Exercise details: Nothing but the lines below from the first through the one with "ctx.lineJoin = 'round';" should appear, printed exactly; please leave pictures out.

[Records from a dataset]
•••••
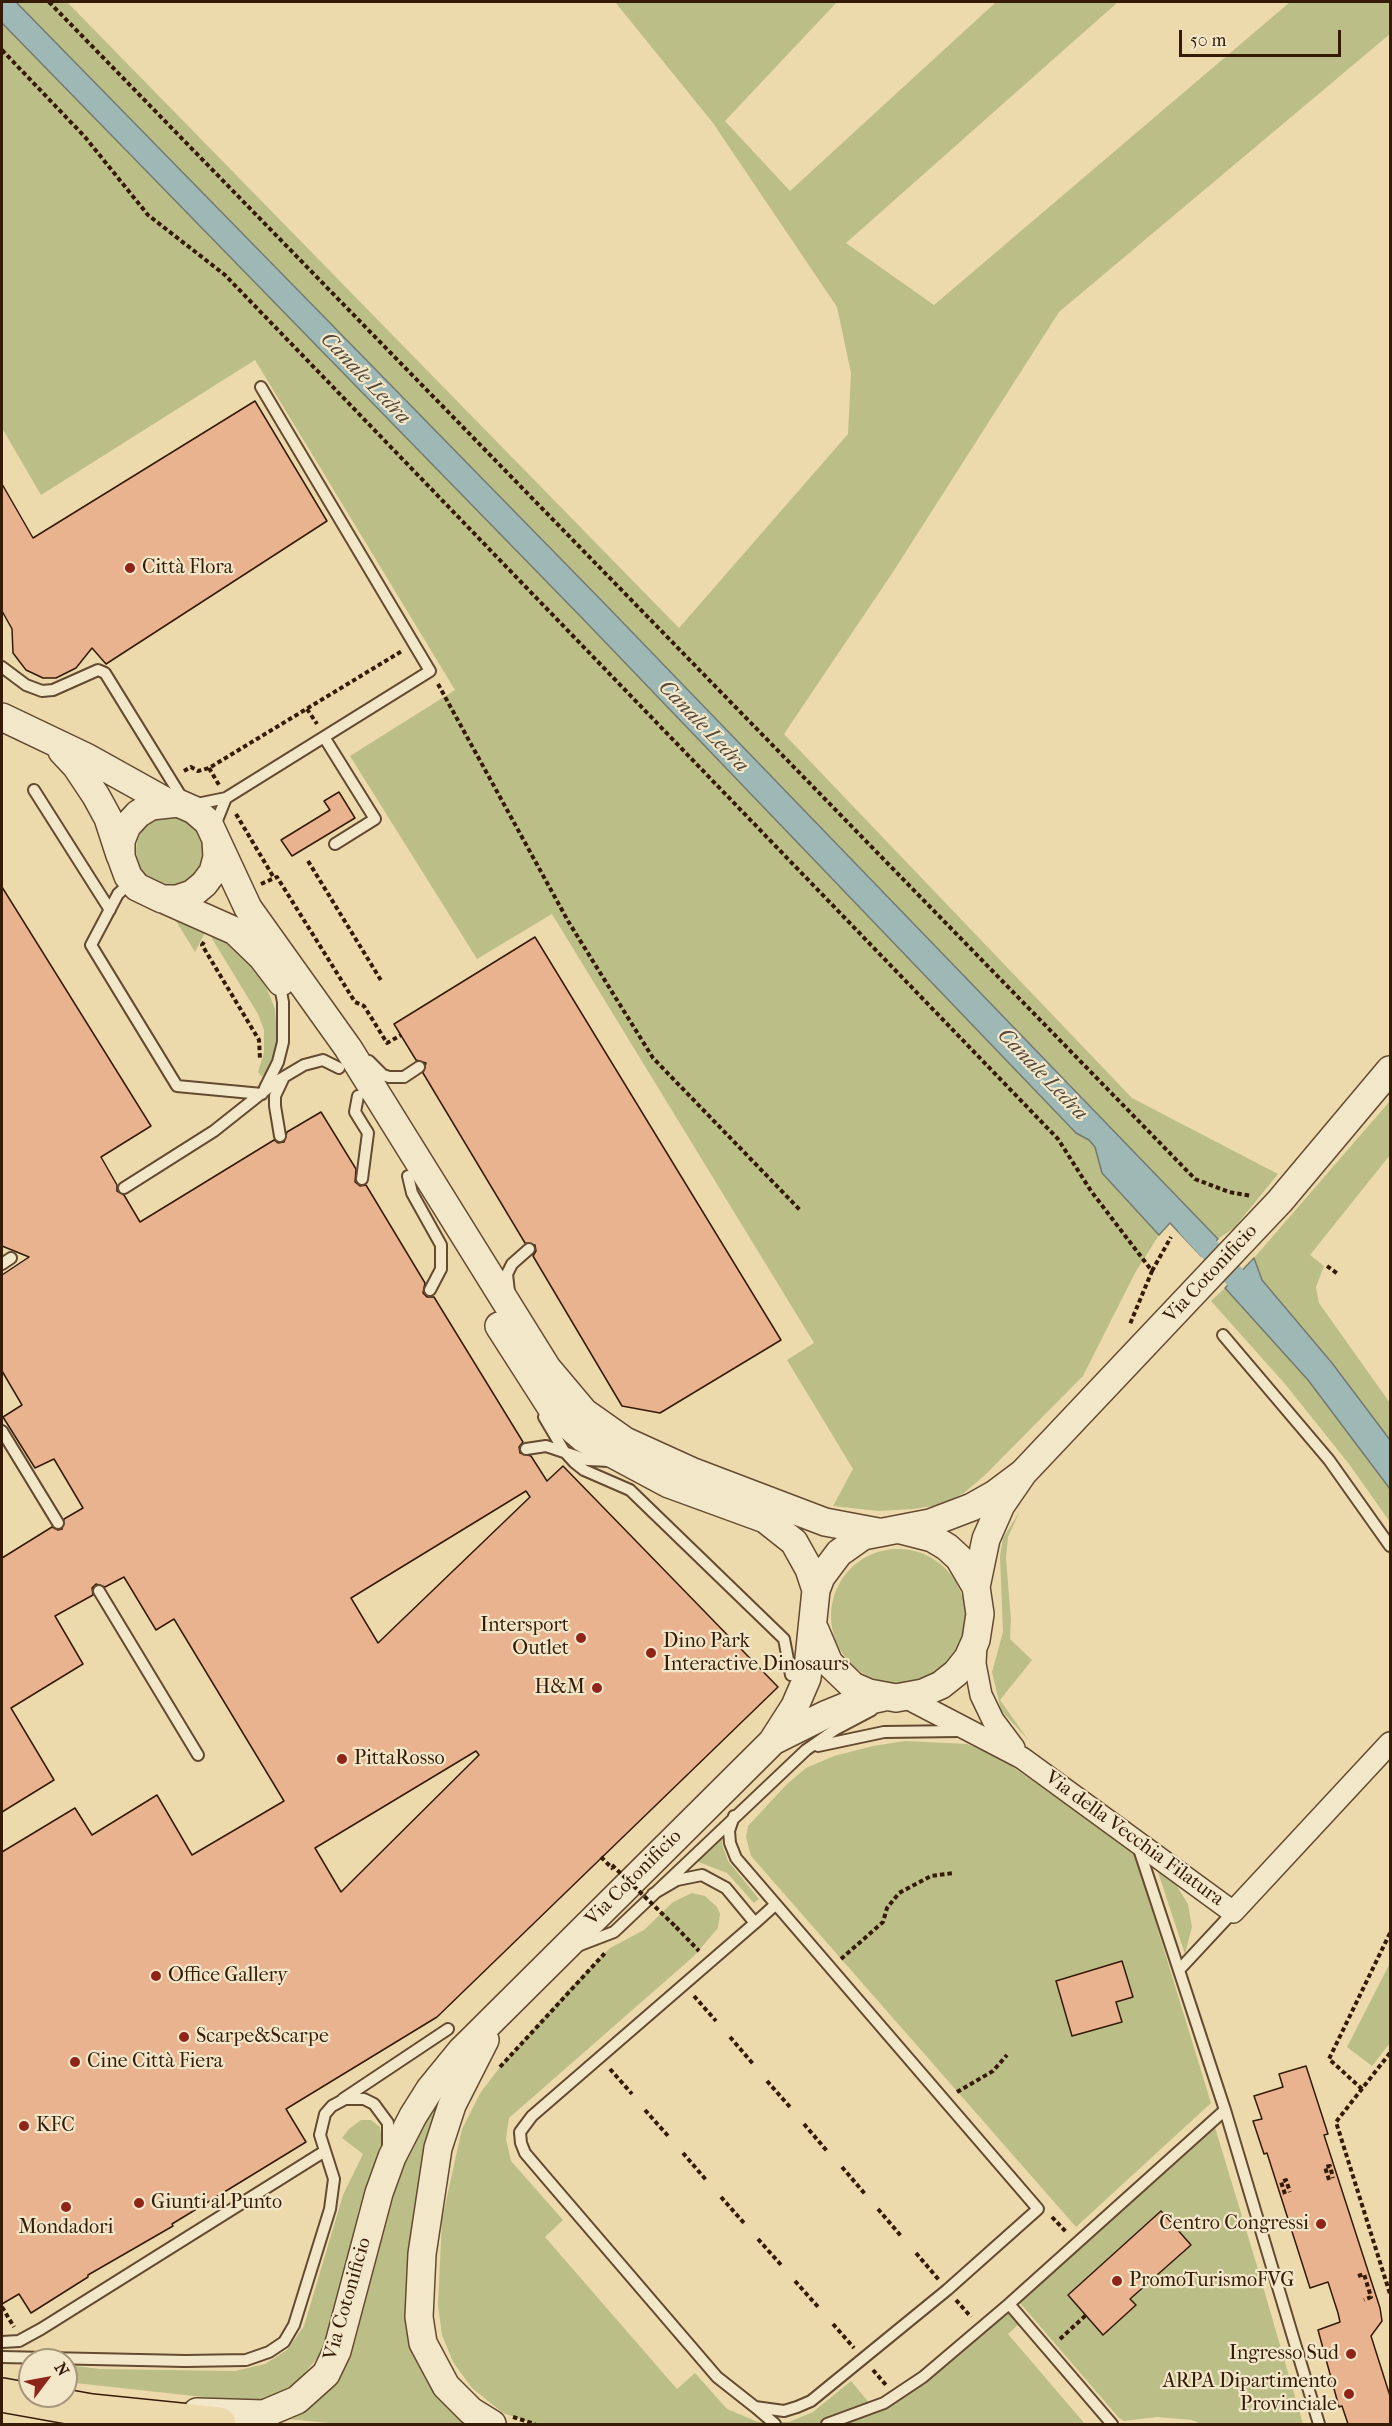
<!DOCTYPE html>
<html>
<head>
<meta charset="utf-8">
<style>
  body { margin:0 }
  #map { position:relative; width:1392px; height:2426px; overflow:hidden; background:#eddaac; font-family:"IM FELL French Canon",serif }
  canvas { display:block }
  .frame { position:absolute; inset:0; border:3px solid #351a06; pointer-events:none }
  .north { position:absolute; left:18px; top:2348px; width:60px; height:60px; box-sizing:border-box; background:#f3e7c9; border:2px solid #a7957b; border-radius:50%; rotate:58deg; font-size:16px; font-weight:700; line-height:24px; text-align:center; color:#351a06 }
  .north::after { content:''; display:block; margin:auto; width:21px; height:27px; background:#8f2418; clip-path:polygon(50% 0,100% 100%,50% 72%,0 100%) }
  .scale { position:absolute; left:1179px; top:30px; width:162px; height:27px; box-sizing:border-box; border:3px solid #351a06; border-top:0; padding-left:8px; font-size:18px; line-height:21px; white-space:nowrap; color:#351a06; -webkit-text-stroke:4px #f3e7c9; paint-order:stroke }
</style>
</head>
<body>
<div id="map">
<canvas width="1392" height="2426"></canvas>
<div class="frame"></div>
<div class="north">N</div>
<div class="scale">50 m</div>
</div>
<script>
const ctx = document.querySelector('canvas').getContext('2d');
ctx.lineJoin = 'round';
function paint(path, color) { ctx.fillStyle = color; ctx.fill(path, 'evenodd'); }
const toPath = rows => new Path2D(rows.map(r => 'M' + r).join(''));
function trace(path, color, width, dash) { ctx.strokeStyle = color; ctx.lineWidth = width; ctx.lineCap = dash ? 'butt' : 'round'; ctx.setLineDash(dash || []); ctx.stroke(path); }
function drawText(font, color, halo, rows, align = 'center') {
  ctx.font = font + ' "IM FELL French Canon",serif'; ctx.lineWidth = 4.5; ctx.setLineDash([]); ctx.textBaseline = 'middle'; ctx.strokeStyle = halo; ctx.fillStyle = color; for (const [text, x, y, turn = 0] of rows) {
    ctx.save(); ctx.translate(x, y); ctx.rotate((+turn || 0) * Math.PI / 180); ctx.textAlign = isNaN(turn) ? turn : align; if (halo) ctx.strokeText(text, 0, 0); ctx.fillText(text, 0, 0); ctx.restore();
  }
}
const green = toPath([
  [16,2,67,2,679,628,848,434,851,373,837,307,713,123,615,2,837,2,725,121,790,191,996,2,1118,2,846,243,934,305,1290,2,1390,2,1390,34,1059,312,893,572,784,734,1132,1098,1278,1174,1234,1228,1218,1239,604,603],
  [2,23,584,620,1076,1133,1089,1140,1095,1147,1102,1173,1159,1235,1135,1273,1083,1376,985,1475,964,1493,940,1505,913,1509,878,1511,833,1506,853,1469,787,1360,814,1343,552,914,477,959,350,756,455,690,255,360,41,495,2,428],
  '136 851a35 35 0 1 1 70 0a35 35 0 1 1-70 0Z',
  [171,913,209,925,195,952],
  [215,929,226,934,263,979,275,1009,278,1046,272,1062,262,1077,258,1072,264,1053,264,1030,258,1014,211,937],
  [1390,1101,1390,1155,1310,1255,1324,1266,1316,1287,1319,1303,1390,1403,1390,1440,1332,1363,1262,1280,1254,1258],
  [1225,1288,1308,1380,1390,1489,1390,1522,1349,1464,1285,1384,1211,1301],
  [1020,1511,1008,1537,1006,1558,1011,1620,1010,1639,1032,1660,1000,1700,1029,1741,1001,1710,992,1672,1003,1632,1000,1556,1003,1538],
  '831 1616a67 67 0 1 1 134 0a67 67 0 1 1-134 0Z',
  [905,1741,967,1744,1000,1758,1134,1852,1211,2103,1076,2227,751,1856,746,1837,748,1826,786,1785,806,1768,834,1756,873,1746],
  [723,1834,722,1844,728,1861,759,1899,754,1903,727,1873,696,1861],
  [1157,1869,1175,1883,1188,1904,1192,1927,1185,1954],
  [692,1893,705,1896,717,1907,720,1914,718,1928,694,1956,509,2118,506,2139,511,2161,563,2220,545,2237,677,2389,695,2373,727,2409,758,2422,789,2422,813,2412,851,2381,871,2405,819,2424,535,2424,503,2413,472,2388,453,2362,442,2335,438,2305,442,2219,462,2129,481,2092,500,2067,567,1991,610,1948,644,1930,673,1902],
  [1390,1963,1390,2043,1372,2066,1347,2047],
  [461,2066,407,2302,471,2424,339,2424,288,2419,301,2411,419,2125],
  [361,2120,371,2120,380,2127,383,2147,358,2212,357,2234,328,2336,320,2355,296,2383,266,2400,249,2402,66,2382,66,2365,100,2369,235,2371,265,2364,287,2350,304,2326,343,2195,363,2154,342,2138,349,2129],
  [1214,2124,1257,2266,1303,2424,1201,2424,1192,2420,1157,2417,1124,2421,1119,2418,1020,2303],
  [1008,2311,1019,2324,1008,2334,1085,2424,839,2424,888,2406]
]);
const water = toPath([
  [2,2,16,2,604,603,1218,1239,1201,1256,1170,1223,1159,1235,1102,1173,1095,1147,1089,1140,1076,1133,584,620,2,23,2,2],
  [1254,1258,1262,1280,1332,1363,1390,1440,1390,1489,1308,1380,1225,1288,1254,1258]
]);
const canal = toPath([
  [1188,1226,1255,1299]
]);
const building = toPath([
  [255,401,327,521,106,664,92,648,76,668,56,678,43,678,26,670,13,653,12,629,2,611,2,484,33,538,255,401],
  [339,792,355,818,292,856,281,840,330,810,324,801,339,792],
  [2,887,151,1126,101,1157,117,1185,117,1191,124,1195,140,1222,274,1140,278,1143,284,1142,287,1132,321,1112,356,1169,355,1182,360,1186,366,1185,425,1283,423,1293,427,1297,434,1297,523,1442,519,1447,520,1453,531,1456,547,1481,563,1466,778,1687,437,2017,286,2109,306,2142,172,2224,173,2226,88,2275,88,2277,31,2313,19,2294,2,2304,2,1852,75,1808,92,1835,157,1795,192,1855,284,1801,174,1619,156,1630,124,1577,105,1587,96,1584,92,1588,93,1595,55,1616,83,1664,11,1708,54,1780,2,1812,2,1558,52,1527,58,1530,62,1529,64,1519,83,1508,54,1459,35,1468,3,1417,22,1405,2,1371,2,1275,29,1257,2,1246,2,887],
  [526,1491,530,1497,378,1643,351,1598,526,1491],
  [476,1751,479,1755,341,1892,315,1848,476,1751],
  [535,937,781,1340,660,1413,622,1406,533,1256,536,1251,535,1245,525,1243,423,1073,426,1063,416,1060,394,1024,535,937],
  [1122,1961,1133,1997,1116,2002,1122,2022,1072,2036,1056,1981,1122,1961],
  [1306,2066,1328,2134,1324,2135,1380,2308,1382,2321,1371,2336,1390,2396,1390,2424,1348,2424,1342,2406,1339,2407,1318,2330,1340,2322,1338,2313,1328,2282,1310,2288,1267,2153,1264,2154,1253,2121,1262,2119,1254,2096,1283,2087,1279,2074,1306,2066],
  [1161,2211,1191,2245,1130,2299,1136,2305,1103,2335,1068,2295,1161,2211]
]);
const path = toPath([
  [49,2,1195,1179,1229,1192,1252,1196],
  [2,50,85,137,148,215,225,275,1058,1139,1091,1191,1152,1271,1130,1324],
  [438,684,568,921,653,1058,800,1210],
  [307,709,317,724],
  [209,768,219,785],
  [184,771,191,767,198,771,209,768,402,651],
  [236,814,274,878],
  [308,861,382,982],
  [261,884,277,877,355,1002,364,1006,387,1043,401,1035],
  [204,942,202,945,259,1040,260,1059],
  [1327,1266,1338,1274],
  [1152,1271,1171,1237],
  [601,1857,613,1869],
  [676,1927,699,1951],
  [841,1959,883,1922,887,1908,899,1893,931,1876,954,1873],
  [694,1996,716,2021],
  [730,2037,754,2065],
  [1390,2053,1336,2122,1390,2294],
  [500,2067,605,1953],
  [610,2069,632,2094],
  [767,2081,790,2107],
  [1362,2089,1329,2059,1390,1933],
  [957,2092,993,2071,1007,2055],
  [645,2110,669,2137],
  [804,2124,827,2151],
  [683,2153,707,2181],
  [842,2167,865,2194],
  [1329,2180,1325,2167,1330,2166,1333,2178],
  [1285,2194,1281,2182,1286,2180,1290,2192],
  [721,2197,744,2223],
  [878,2209,901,2236],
  [1052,2217,1067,2233],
  [758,2239,782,2266],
  [916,2253,939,2280],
  [1358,2276,1364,2274,1371,2297,1364,2300],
  [795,2281,819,2308],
  [956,2300,971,2317],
  [2,2307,14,2327],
  [833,2324,854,2348],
  [1060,2339,1086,2315],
  [873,2370,886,2385],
  [513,2417,535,2424]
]);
const service = toPath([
  [2,667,26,685,42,691,53,690,98,670,105,673,187,806,226,798,214,828],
  [324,737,375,819,335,844],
  [34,790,110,910],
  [226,798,430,671,261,387],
  [131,882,118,894,91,945,177,1086,262,1094],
  [369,1061,383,1075,389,1077,404,1077,419,1067],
  [265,1088,278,1062,283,1042,283,1002,279,982],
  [358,1096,355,1112,368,1133,362,1179],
  [280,1136,275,1106,275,1096,283,1079],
  [408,1176,412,1193,441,1245,441,1269,430,1290],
  [124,1188,214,1131,277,1081,304,1065,323,1060,339,1068],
  [2,1264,11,1258],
  [509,1292,507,1274,512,1264,529,1249],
  [1223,1335,1329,1460,1390,1546],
  [544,1417,564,1451,574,1462,584,1470,630,1490,784,1639,791,1675],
  [2,1431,58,1523],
  [526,1449,546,1446,588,1460,610,1461],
  [99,1591,198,1755],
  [818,1746,884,1732,959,1731],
  [1138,1846,1225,2110,1319,2424],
  [653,1894,677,1880,702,1875,726,1888,755,1923,532,2116,520,2132,521,2143,525,2153,548,2180,717,2377,755,2407,784,2411,797,2407,811,2401,947,2290,1038,2209,736,1858,730,1843,729,1831,734,1816],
  [755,1923,775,1905],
  [580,1945,614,1932,806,1750,836,1729,872,1710],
  [1179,1970,1233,1912],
  [343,2099,448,2029],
  [1009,2304,1112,2424],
  [2,2342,19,2341,41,2329,325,2151],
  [2,2357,185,2361,246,2360,269,2352,284,2342,294,2325,330,2209,334,2179,320,2135,325,2114,332,2106,345,2099,364,2099,374,2104,388,2123,388,2147],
  [755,2407,775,2424],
  [827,2424,884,2403,923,2377,1009,2304,1225,2110]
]);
const minor = toPath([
  [976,1643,975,1664,981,1695,993,1720,1014,1748],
  [905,1697,1022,1758,1233,1912,1390,1743]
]);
const tertiary = toPath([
  [2,717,88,758,167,802],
  [62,751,76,766,96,796,108,818,120,855],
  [216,841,217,857,213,872,204,884,192,894,177,899,162,899,137,887,128,876,121,857,121,841,127,826,138,814,151,806,178,803,194,810,208,822,248,908,348,1048,547,1368,584,1412,625,1441,691,1471,825,1522,878,1532],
  [163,899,235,931,262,957,281,982],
  [499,1326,556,1415,583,1438,669,1484,765,1519,794,1542,809,1569,816,1590],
  [976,1587,986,1539,1001,1505,1023,1473,1280,1201,1390,1070],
  [815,1630,829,1663,853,1686,869,1693,896,1698,923,1693,941,1685,956,1673,968,1658,976,1640,980,1614,976,1587,959,1558,947,1547,932,1538,901,1530],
  [775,1740,825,1715,852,1704,884,1697],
  [485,2040,452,2105,438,2148,422,2254,419,2317,423,2343,446,2386,471,2411,492,2424],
  [197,2412,264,2414,297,2400,326,2374,337,2351,379,2193,392,2157,413,2116,430,2089,461,2051,772,1742,795,1706,807,1678,816,1590,821,1577,839,1553,863,1536,930,1523,972,1507,995,1494,1023,1473]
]);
const primary = toPath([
  [2,2395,91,2411,219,2424]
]);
const pathBridge = toPath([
  [612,1865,676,1927]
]);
const markers = [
  [130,568,6,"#8f2418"],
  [581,1638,6,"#8f2418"],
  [651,1653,6,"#8f2418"],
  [597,1688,6,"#8f2418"],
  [342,1759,6,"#8f2418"],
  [156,1976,6,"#8f2418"],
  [184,2037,6,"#8f2418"],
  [75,2062,6,"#8f2418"],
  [24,2126,6,"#8f2418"],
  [139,2203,6,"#8f2418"],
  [66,2207,6,"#8f2418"],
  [1321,2224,6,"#8f2418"],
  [1117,2281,6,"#8f2418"],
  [1351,2354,6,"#8f2418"],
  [1349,2394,6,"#8f2418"]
];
const poiNames = [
  ["Città Flora",142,568],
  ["Intersport",569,1626,"right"],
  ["Outlet",569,1649,"right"],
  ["Dino Park",663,1642],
  ["Interactive Dinosaurs",663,1665],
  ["H&M",585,1688,"right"],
  ["PittaRosso",354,1759],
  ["Office Gallery",168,1976],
  ["Scarpe&Scarpe",196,2037],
  ["Cine Città Fiera",87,2062],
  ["KFC",36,2126],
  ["Giunti al Punto",151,2203],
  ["Centro Congressi",1309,2224,"right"],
  ["Mondadori",66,2228,"center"],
  ["PromoTurismoFVG",1129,2281],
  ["Ingresso Sud",1339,2354,"right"],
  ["ARPA Dipartimento",1337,2382,"right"],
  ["Provinciale",1337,2405,"right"]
];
const streetNames = [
  ["Via Cotonificio",1211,1274,-47],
  ["Via della Vecchia Filatura",1134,1839,36],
  ["Via Cotonificio",634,1878,-45],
  ["Via Cotonificio",348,2299,-74]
];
const waterNames = [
  ["Canale Ledra",365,379,46],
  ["Canale Ledra",703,727,46],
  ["Canale Ledra",1042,1075,46]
];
paint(green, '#bcbe87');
paint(water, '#9eb8b5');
trace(water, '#74796f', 1.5);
trace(canal, '#9eb8b5', 22);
paint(building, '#e9b390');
trace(building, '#351a06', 1.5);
trace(service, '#634a30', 14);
trace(minor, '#634a30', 24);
trace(tertiary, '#634a30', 30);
trace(primary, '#351a06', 36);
trace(path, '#351a06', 4, [4.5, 3]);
trace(service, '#f3e7c9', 10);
trace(minor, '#f3e7c9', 21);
trace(tertiary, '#f3e7c9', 27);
trace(primary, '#eddaac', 33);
trace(pathBridge, '#351a06', 4, [4.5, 3]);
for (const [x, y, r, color] of markers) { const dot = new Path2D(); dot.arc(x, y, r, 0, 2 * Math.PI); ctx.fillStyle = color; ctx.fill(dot); trace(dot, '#f3e7c9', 2); }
drawText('20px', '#351a06', '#f3e7c9', poiNames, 'left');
drawText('20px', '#351a06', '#f3e7c9', streetNames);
drawText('italic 21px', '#54493b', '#f3e7c9', waterNames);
</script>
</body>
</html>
•••••
Task result:
<!DOCTYPE html>
<html>
<head>
<meta charset="utf-8">
<style>
  body { margin:0 }
  #map { position:relative; width:1392px; height:2426px; overflow:hidden; background:#eddaac; font-family:"IM FELL French Canon",serif }
  canvas { display:block }
  .frame { position:absolute; inset:0; border:3px solid #351a06; pointer-events:none }
  .north { position:absolute; left:18px; top:2348px; width:60px; height:60px; box-sizing:border-box; background:#f3e7c9; border:2px solid #a7957b; border-radius:50%; rotate:58deg; font-size:16px; font-weight:700; line-height:24px; text-align:center; color:#351a06 }
  .north::after { content:''; display:block; margin:auto; width:21px; height:27px; background:#8f2418; clip-path:polygon(50% 0,100% 100%,50% 72%,0 100%) }
  .scale { position:absolute; left:1179px; top:30px; width:162px; height:27px; box-sizing:border-box; border:3px solid #351a06; border-top:0; padding-left:8px; font-size:18px; line-height:21px; white-space:nowrap; color:#351a06; -webkit-text-stroke:4px #f3e7c9; paint-order:stroke }
</style>
</head>
<body>
<div id="map">
<canvas width="1392" height="2426"></canvas>
<div class="frame"></div>
<div class="north">N</div>
<div class="scale">50 m</div>
</div>
<script>
const ctx = document.querySelector('canvas').getContext('2d');
ctx.lineJoin = 'round';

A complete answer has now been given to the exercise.